Take the entries that follow and write them out again, word for word.

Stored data
[Start of section]
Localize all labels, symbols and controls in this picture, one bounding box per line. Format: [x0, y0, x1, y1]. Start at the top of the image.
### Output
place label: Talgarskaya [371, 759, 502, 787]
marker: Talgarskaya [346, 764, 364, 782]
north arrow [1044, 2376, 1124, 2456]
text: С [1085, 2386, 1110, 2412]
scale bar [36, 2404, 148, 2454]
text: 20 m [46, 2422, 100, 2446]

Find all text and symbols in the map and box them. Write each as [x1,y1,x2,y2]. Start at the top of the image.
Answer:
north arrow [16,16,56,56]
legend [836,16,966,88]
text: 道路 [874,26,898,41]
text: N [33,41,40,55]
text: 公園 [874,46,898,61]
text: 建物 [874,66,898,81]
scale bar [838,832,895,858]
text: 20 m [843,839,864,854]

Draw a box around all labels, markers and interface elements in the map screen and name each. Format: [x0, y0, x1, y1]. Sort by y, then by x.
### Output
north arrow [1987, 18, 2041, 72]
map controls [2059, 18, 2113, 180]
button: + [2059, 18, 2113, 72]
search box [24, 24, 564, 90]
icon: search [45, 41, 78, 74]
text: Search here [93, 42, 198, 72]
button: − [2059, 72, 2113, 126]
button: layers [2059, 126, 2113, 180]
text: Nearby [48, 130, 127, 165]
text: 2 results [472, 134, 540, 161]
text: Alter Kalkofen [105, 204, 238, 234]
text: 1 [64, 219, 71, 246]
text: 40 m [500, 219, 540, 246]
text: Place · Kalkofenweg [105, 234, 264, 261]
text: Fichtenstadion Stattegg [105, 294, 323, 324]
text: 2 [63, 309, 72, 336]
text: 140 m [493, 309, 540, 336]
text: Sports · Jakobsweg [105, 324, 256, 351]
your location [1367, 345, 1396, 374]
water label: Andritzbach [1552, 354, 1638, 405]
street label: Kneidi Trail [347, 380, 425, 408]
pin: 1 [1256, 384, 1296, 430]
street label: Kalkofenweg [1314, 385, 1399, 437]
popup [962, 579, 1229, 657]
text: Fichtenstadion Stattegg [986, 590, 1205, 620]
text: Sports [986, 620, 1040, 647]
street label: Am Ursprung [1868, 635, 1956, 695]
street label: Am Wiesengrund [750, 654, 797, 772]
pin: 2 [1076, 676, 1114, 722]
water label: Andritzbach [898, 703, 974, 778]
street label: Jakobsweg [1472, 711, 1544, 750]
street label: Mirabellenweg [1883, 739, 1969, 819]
[End of section]
RESPONSE TO THE TASK
Localize all labels, symbols and controls in this picture, one bounding box per line. Format: [x0, y0, x1, y1]. Start at the top of the image.
### Output
place label: Talgarskaya [371, 759, 502, 787]
marker: Talgarskaya [346, 764, 364, 782]
north arrow [1044, 2376, 1124, 2456]
text: С [1085, 2386, 1110, 2412]
scale bar [36, 2404, 148, 2454]
text: 20 m [46, 2422, 100, 2446]

Find all text and symbols in the map and box them. Write each as [x1,y1,x2,y2]. Start at the top of the image.
Answer:
north arrow [16,16,56,56]
legend [836,16,966,88]
text: 道路 [874,26,898,41]
text: N [33,41,40,55]
text: 公園 [874,46,898,61]
text: 建物 [874,66,898,81]
scale bar [838,832,895,858]
text: 20 m [843,839,864,854]

Draw a box around all labels, markers and interface elements in the map screen and name each. Format: [x0, y0, x1, y1]. Sort by y, then by x.
### Output
north arrow [1987, 18, 2041, 72]
map controls [2059, 18, 2113, 180]
button: + [2059, 18, 2113, 72]
search box [24, 24, 564, 90]
icon: search [45, 41, 78, 74]
text: Search here [93, 42, 198, 72]
button: − [2059, 72, 2113, 126]
button: layers [2059, 126, 2113, 180]
text: Nearby [48, 130, 127, 165]
text: 2 results [472, 134, 540, 161]
text: Alter Kalkofen [105, 204, 238, 234]
text: 1 [64, 219, 71, 246]
text: 40 m [500, 219, 540, 246]
text: Place · Kalkofenweg [105, 234, 264, 261]
text: Fichtenstadion Stattegg [105, 294, 323, 324]
text: 2 [63, 309, 72, 336]
text: 140 m [493, 309, 540, 336]
text: Sports · Jakobsweg [105, 324, 256, 351]
your location [1367, 345, 1396, 374]
water label: Andritzbach [1552, 354, 1638, 405]
street label: Kneidi Trail [347, 380, 425, 408]
pin: 1 [1256, 384, 1296, 430]
street label: Kalkofenweg [1314, 385, 1399, 437]
popup [962, 579, 1229, 657]
text: Fichtenstadion Stattegg [986, 590, 1205, 620]
text: Sports [986, 620, 1040, 647]
street label: Am Ursprung [1868, 635, 1956, 695]
street label: Am Wiesengrund [750, 654, 797, 772]
pin: 2 [1076, 676, 1114, 722]
water label: Andritzbach [898, 703, 974, 778]
street label: Jakobsweg [1472, 711, 1544, 750]
street label: Mirabellenweg [1883, 739, 1969, 819]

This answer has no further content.